I talked about the celiac issue. Farm Pure produces oat pasta. Celiacs, only 3% of whom have been identified, have a terrible life. They can't eat. In Regina, there's a plant that produces pure oat pasta. Okay. Now the issue becomes whether the regulatory regime is set up to reward differentiation or to reward harmony. Farmers are, of course, entrepreneurs. The land in Canada represents an enormous asset for entrepreneurs to dream and work on. Some of the mechanisms in place don't reward that the way they do in other businesses, and I made the case about energy and mining and what not. There are ways the Government of Canada could see investors mobilize capital, as the 196 shareholders in Farm Pure do. Go to an annual meeting of this company. These are people from all across western Canada. They're dreaming about the future, and they're betting on it. I'm not saying it's an easy business at all, but it is a business, and business and entrepreneurship are about people being able to live their dreams.

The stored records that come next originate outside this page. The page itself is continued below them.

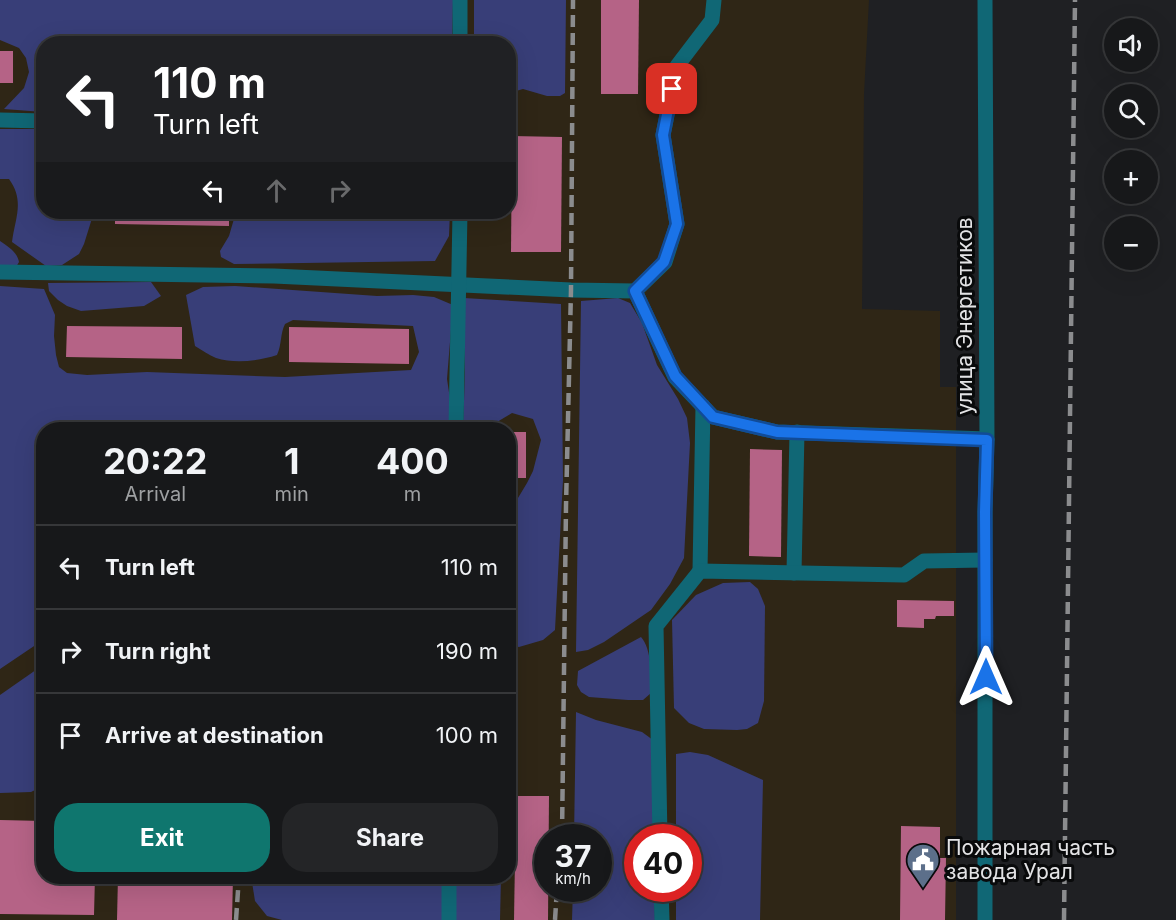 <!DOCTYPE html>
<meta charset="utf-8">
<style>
:root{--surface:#17181a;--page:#242527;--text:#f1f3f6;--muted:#9ea0a2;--line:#363739;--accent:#0f766e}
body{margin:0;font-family:Inter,sans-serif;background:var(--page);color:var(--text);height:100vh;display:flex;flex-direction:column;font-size:22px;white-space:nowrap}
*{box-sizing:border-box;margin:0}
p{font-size:20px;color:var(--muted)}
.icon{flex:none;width:33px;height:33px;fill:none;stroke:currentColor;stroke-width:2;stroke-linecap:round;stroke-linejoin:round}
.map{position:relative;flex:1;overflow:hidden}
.sheet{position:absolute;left:36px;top:422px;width:480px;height:462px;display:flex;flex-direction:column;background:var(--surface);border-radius:24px;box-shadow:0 6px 24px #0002,0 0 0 2px var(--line)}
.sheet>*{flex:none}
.guide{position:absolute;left:36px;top:36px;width:480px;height:183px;border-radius:24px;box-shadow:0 6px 24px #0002,0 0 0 2px var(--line);background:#202124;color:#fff;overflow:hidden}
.fabs{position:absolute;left:1104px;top:18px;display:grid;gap:12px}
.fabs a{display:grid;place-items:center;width:54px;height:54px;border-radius:50%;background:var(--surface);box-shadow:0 6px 24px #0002,0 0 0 2px var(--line);font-size:30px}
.speed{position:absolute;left:534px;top:824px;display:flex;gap:12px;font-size:30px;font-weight:700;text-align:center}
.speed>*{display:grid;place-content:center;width:78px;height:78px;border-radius:50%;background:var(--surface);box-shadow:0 6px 24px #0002,0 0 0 2px var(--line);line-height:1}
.speed small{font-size:15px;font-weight:400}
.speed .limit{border:9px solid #d22;background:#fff;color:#111}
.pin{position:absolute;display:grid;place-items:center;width:51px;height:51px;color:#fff;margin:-26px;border-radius:12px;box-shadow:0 3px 9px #0006}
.me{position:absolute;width:66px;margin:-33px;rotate:0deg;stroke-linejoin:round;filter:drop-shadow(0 0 4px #0008)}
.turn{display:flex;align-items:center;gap:21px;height:126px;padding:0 18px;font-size:27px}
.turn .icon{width:78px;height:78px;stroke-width:2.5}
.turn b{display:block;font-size:42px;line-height:51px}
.lanes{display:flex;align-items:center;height:57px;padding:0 18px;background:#0003;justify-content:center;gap:30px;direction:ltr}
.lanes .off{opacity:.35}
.eta{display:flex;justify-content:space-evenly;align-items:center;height:102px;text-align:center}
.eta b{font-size:36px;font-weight:700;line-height:42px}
.action{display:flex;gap:12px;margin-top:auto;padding:12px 18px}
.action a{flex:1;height:69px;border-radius:24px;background:var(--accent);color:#fff;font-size:24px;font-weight:700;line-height:69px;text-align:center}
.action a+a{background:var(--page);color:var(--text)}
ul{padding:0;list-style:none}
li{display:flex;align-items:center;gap:18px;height:84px;padding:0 18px;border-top:2px solid var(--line)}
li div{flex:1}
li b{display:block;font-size:22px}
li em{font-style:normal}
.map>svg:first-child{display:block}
.industrial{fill:#2f2616;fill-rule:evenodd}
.green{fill:#383e78}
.building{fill:#b56386}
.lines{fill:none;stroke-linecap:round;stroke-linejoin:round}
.minor{stroke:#106775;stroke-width:15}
.rail{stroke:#8b8c8e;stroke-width:4.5;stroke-dasharray:12 6;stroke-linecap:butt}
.route-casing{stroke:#114b97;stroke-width:15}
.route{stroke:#1a73e8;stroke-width:10}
.labels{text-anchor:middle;stroke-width:6;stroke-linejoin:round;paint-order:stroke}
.street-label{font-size:21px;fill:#e3e3e5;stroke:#090a0b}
.poi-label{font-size:21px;fill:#e3e3e5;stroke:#090a0b;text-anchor:start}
</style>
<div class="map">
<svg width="1176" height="920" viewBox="0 0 1176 920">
<rect width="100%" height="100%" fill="#1f2023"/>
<path class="industrial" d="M0,0H869L864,94L862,309L940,311V387H956V920H0ZM44,44H508V212H44ZM44,429H508V876H44ZM548,837H598V888H548ZM638,837H688V888H638Z"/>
<g class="green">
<polygon points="0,0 453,0 452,43 201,44 195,39 106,41 105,44 44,44 43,112 4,109 24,88 29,72 26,58 19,48 0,40"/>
<polygon points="474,0 566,0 565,93 560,96 547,96 523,89 516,91 509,96 508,44 474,43"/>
<path d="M0,129H43L44,212H94L84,244L79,254L62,265L46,266L12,242C15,218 25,201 9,179H0Z"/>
<polygon points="236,212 450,212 449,236 435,261 234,264 221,257 220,251 229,236"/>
<path d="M0,241C9,247 17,252 19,262L16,267H0Z"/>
<polygon points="151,282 161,296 144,306 81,311 67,306 58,300 49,291 48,283"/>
<path d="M0,286L44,289L55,315L54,336L56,355L59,367L67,373L87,375L147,372L285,377L411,370L419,352L413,326L293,320L285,324C280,334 282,344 277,355C258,361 235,364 216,358C209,355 202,350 195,346L186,295L203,287L235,286L377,296L413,295L434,297L453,305L447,379L450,399L449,429H44L43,640L0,669Z"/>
<polygon points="464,298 561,304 563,480 555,630 543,640 519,647 509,645 509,513 527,483 533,471 541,440 533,419 512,413 497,422 497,429 463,429 465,372"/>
<polygon points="618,298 630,303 642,323 657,365 678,399 687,418 690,443 684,558 670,584 651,610 604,642 588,650 576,652 581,301"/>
<polygon points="750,582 758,589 765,606 764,701 758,723 747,729 737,730 704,729 689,723 674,708 672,620 696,595 723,583"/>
<path d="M641,637C652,649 651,676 651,693L643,700H628L589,697L581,692L577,685L578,671Z"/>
<polygon points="43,665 43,786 31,792 0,793 0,695"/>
<polygon points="576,712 596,720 642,732 653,740 654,837 638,837 638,888 654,888 655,920 572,920 573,888 598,888 598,837 574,837"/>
<polygon points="690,752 708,755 763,780 760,920 676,920 676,888 688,888 688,837 676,837 676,754"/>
<polygon points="251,876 501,876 500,920 282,920 267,916 255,901"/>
</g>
<g class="building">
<polygon points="601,0 639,0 638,94 601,94"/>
<rect x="0" y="51" width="13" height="32"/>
<polygon points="512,136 562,137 561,252 511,252"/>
<polygon points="115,212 229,212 229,226 115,224"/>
<polygon points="67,326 182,327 182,359 66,357"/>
<polygon points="289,327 409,329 409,364 289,362"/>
<rect x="508" y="432" width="18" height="46"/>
<polygon points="750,449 782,450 781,557 749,556"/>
<polygon points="897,600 954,601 954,616 936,616 935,619 924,619 924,628 897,627"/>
<polygon points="516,796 549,796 548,920 514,920"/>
<polygon points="0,820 44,821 44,876 95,876 94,915 0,914"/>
<polygon points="901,826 940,827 940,858 946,858 945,920 900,920"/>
<polygon points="118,876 233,877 232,920 117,920"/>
</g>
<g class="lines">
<g class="minor">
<polyline points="460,0 460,44"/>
<polyline points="985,0 987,439 985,512 985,920"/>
<polyline points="0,120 44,121"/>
<polyline points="0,272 274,276 571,290 635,291 675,377 713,417 777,432 987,439"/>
<polyline points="635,291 665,262 677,224 663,135 677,66 712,20 714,0"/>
<polyline points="456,429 460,212"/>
<polyline points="700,571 703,406"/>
<polyline points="794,573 797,432"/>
<polyline points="660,837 656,626 700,571 904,575 924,561 985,560"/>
<polyline points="661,888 662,920"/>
<polyline points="449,920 449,876"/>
</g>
<g class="rail">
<polyline points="562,837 566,506 571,290 573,0"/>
<polyline points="236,920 239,876"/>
<polyline points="555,920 557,888"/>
<polyline points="1064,920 1075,0"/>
</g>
</g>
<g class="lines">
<g class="route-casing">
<polyline id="route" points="672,89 663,135 677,224 664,262 635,291 675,376 713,417 777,432 987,440 985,512 986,677"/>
</g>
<use href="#route" class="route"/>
</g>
<defs>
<g id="civic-pin" transform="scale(1.725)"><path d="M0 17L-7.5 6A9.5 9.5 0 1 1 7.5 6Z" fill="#5c6f8a" stroke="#090a0b"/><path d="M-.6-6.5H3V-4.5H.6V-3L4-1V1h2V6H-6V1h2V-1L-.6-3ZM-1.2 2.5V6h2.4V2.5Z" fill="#fff"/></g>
</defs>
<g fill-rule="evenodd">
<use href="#civic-pin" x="923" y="860"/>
</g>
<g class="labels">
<g class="street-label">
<text transform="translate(965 316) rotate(-90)" y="7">улица Энергетиков</text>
</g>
<g class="poi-label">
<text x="946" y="855">Пожарная часть<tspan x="946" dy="24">завода Урал</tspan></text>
</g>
</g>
</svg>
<div class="fabs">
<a><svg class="icon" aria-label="sound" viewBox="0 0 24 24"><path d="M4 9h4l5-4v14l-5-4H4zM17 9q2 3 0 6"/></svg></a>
<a><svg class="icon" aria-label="search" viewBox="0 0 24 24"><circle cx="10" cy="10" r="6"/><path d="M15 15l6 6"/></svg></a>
<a>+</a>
<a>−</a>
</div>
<div class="speed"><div>37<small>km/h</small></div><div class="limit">40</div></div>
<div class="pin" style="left:672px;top:89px;background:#d93025"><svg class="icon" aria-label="arrive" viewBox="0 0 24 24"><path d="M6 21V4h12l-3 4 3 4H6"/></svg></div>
<svg class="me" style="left:986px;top:677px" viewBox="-20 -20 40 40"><path d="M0-17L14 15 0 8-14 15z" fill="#1a73e8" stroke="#fff" stroke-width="4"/></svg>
<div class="guide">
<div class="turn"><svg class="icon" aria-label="left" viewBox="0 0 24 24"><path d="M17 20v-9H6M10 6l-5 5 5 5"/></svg><div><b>110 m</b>Turn left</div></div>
<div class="lanes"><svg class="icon" aria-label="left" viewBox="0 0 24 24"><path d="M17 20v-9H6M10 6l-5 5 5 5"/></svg><svg class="icon off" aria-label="ahead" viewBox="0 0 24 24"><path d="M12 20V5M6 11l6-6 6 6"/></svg><svg class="icon off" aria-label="right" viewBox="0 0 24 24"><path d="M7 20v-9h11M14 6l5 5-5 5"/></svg></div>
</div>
<section class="sheet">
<div class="eta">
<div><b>20:22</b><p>Arrival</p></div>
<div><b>1</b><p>min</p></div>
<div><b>400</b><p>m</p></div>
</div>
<ul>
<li><svg class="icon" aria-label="left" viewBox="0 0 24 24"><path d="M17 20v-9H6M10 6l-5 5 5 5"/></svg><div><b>Turn left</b></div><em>110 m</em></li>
<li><svg class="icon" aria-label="right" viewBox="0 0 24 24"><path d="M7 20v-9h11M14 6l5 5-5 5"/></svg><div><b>Turn right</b></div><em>190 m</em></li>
<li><svg class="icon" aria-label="arrive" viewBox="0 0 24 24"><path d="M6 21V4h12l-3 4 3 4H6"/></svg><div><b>Arrive at destination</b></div><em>100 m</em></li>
</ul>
<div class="action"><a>Exit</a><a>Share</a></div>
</section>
</div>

That's the language that has to be associated with this industry. Saskatchewan Agrivision in this province has a competition to identify the 500 best farmers in Saskatchewan. I think there are some people in Saskatchewan who don't think there are 500 good farmers. That's BS. They're great farmers, and the competition is all about the 501st, because if you come 501st, then next year you want to be in the 500.

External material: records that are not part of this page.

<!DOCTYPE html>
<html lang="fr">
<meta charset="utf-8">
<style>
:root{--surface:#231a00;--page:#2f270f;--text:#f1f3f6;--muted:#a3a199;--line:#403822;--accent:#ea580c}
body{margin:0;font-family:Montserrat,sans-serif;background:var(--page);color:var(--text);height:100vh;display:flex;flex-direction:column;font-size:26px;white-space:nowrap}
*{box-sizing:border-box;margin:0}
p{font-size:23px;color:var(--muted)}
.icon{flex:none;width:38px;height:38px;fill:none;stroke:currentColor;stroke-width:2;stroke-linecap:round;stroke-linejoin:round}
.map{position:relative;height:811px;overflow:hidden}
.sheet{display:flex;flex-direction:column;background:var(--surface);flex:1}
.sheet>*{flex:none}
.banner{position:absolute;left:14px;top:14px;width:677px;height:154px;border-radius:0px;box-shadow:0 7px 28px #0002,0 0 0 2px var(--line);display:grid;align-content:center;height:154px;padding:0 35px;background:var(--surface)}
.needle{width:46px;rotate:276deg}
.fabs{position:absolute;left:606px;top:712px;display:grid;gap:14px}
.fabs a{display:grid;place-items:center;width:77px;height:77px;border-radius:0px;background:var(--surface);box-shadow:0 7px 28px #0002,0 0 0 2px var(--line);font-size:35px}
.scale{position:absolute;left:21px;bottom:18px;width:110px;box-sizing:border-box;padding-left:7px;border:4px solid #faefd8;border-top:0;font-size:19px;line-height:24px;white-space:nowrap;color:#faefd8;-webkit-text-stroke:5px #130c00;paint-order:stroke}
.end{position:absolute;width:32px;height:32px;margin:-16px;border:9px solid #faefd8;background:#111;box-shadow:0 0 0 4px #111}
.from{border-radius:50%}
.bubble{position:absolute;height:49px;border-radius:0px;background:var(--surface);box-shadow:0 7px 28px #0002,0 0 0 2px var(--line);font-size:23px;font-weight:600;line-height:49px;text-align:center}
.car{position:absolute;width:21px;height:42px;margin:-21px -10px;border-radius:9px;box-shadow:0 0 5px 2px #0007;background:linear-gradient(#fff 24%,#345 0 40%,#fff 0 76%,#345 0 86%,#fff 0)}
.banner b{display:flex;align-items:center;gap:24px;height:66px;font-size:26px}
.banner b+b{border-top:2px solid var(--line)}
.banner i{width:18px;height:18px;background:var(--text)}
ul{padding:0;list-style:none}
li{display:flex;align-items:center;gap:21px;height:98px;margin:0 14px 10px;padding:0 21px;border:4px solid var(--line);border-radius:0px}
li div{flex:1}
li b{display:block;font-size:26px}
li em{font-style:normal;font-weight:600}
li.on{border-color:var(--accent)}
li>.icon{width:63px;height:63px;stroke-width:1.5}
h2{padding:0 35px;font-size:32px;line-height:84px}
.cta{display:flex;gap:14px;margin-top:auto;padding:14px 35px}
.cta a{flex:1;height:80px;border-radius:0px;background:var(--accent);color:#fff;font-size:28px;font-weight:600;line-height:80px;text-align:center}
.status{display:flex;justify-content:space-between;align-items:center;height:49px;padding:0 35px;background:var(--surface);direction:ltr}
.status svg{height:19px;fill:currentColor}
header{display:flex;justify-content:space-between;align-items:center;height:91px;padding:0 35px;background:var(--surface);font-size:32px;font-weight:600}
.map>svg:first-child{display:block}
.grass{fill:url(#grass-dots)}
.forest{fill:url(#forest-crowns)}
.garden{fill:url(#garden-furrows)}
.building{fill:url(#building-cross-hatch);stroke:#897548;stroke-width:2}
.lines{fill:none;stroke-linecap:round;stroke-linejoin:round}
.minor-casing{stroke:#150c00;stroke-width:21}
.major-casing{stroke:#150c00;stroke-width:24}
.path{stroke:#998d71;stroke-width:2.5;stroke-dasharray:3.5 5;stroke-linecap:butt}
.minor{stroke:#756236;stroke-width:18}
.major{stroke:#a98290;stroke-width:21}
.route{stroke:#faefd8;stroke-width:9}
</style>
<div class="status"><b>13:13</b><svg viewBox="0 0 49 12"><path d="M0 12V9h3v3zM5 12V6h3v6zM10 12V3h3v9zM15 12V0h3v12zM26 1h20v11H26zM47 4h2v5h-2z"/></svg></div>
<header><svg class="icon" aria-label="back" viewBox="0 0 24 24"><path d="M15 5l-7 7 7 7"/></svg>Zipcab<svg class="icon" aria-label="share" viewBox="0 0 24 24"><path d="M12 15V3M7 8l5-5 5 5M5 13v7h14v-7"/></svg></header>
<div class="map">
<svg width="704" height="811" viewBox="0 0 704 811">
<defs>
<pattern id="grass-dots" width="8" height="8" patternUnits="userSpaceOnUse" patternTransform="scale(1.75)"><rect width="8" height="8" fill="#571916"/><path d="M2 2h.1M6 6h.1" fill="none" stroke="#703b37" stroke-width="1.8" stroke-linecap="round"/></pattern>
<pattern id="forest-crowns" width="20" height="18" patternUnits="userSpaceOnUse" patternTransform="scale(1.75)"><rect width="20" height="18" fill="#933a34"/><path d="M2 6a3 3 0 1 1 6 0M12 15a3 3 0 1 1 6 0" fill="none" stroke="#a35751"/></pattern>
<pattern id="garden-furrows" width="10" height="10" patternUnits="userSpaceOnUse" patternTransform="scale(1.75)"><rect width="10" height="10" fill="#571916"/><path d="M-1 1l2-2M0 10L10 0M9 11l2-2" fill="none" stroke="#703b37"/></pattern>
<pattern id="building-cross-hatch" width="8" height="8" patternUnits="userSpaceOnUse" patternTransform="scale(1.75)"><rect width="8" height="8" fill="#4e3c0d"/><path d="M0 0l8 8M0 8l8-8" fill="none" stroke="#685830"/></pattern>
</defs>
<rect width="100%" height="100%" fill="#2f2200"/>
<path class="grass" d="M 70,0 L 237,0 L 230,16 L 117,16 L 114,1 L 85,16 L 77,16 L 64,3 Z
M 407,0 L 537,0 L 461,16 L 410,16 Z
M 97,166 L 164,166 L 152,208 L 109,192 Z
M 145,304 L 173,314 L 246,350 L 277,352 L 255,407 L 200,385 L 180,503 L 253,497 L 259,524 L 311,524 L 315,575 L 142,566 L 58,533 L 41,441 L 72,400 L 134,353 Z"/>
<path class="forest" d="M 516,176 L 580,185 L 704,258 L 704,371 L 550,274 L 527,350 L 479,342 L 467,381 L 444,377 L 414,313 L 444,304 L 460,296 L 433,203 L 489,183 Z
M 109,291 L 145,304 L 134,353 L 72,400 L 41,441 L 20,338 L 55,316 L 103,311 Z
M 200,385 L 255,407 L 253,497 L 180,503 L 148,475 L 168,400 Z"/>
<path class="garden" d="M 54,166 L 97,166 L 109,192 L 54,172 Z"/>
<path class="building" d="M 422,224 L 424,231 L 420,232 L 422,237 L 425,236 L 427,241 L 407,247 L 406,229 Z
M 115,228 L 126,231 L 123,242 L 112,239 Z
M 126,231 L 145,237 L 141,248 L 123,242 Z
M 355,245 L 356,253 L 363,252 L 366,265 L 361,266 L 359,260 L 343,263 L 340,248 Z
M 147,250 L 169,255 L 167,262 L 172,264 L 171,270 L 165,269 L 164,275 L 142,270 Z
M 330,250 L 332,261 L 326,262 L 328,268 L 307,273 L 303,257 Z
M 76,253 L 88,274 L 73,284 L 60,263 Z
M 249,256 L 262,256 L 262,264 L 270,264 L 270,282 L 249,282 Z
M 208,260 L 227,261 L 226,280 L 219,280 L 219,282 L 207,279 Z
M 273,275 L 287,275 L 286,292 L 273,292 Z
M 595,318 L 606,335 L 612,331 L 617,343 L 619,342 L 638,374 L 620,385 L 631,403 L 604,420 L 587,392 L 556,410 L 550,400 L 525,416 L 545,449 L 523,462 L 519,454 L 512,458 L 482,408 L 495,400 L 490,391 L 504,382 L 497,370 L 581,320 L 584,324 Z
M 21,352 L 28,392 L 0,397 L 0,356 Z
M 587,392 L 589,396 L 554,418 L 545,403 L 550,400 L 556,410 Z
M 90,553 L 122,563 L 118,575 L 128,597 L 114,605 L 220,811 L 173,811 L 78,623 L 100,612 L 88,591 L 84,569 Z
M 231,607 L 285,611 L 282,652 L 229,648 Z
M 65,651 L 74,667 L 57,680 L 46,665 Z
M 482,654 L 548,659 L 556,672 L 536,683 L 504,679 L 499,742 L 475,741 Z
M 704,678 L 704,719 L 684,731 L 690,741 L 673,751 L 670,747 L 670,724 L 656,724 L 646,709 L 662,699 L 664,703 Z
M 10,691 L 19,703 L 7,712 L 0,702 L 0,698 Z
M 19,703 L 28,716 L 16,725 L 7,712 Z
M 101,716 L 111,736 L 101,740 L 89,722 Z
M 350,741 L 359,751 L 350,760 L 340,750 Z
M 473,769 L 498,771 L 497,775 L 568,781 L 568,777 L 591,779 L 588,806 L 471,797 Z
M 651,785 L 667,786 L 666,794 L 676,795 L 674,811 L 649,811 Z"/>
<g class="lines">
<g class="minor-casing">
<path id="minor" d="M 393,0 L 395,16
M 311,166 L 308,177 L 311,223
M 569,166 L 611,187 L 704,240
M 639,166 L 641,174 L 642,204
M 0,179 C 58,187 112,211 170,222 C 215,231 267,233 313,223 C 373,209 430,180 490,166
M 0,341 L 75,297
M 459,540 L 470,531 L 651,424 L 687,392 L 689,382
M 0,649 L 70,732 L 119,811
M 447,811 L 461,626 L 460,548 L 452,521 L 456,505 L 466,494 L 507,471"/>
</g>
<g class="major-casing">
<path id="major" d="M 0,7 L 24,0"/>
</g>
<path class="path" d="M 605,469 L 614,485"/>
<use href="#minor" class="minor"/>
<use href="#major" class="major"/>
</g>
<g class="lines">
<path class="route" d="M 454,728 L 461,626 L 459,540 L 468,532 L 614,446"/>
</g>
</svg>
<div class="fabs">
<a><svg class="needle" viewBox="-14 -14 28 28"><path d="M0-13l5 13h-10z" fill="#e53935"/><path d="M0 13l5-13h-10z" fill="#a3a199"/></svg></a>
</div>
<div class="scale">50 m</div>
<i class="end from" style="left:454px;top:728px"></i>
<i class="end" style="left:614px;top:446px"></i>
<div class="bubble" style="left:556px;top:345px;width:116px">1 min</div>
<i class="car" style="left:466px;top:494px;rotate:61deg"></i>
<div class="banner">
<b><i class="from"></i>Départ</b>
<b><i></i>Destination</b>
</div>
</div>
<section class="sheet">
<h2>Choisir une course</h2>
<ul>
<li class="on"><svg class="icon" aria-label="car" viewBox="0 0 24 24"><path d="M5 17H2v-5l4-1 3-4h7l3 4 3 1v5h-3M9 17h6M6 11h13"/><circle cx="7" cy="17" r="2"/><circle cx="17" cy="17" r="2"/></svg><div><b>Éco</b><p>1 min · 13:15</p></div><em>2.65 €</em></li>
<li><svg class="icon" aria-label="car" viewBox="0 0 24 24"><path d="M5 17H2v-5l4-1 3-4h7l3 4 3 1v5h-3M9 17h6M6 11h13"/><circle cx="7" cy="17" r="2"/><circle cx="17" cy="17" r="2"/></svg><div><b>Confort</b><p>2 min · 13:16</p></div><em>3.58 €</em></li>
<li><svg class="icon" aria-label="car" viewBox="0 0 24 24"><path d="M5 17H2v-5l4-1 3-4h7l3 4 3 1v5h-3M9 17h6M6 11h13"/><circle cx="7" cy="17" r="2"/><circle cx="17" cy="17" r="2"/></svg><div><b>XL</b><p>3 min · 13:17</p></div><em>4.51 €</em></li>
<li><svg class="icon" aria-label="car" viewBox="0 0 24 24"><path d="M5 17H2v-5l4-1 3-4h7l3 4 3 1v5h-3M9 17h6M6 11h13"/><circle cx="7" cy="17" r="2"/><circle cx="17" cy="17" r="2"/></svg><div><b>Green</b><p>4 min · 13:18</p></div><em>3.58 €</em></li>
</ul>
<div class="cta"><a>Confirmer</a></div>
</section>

When we change the language of agriculture so that the 500 are now 600 are now 10,000, we won't have to worry. Look what's happened to the value of land in this province with the ethanol announcements. It's amazing what's going on across western Canada now on the farm. But are the public structures set up in a way to handle what an entrepreneur needs? Is there a responsive regulatory regime that recognizes differentiation, that cuts the distance between the producer and the end user?
It's that kind of environment that I think has to be worked on.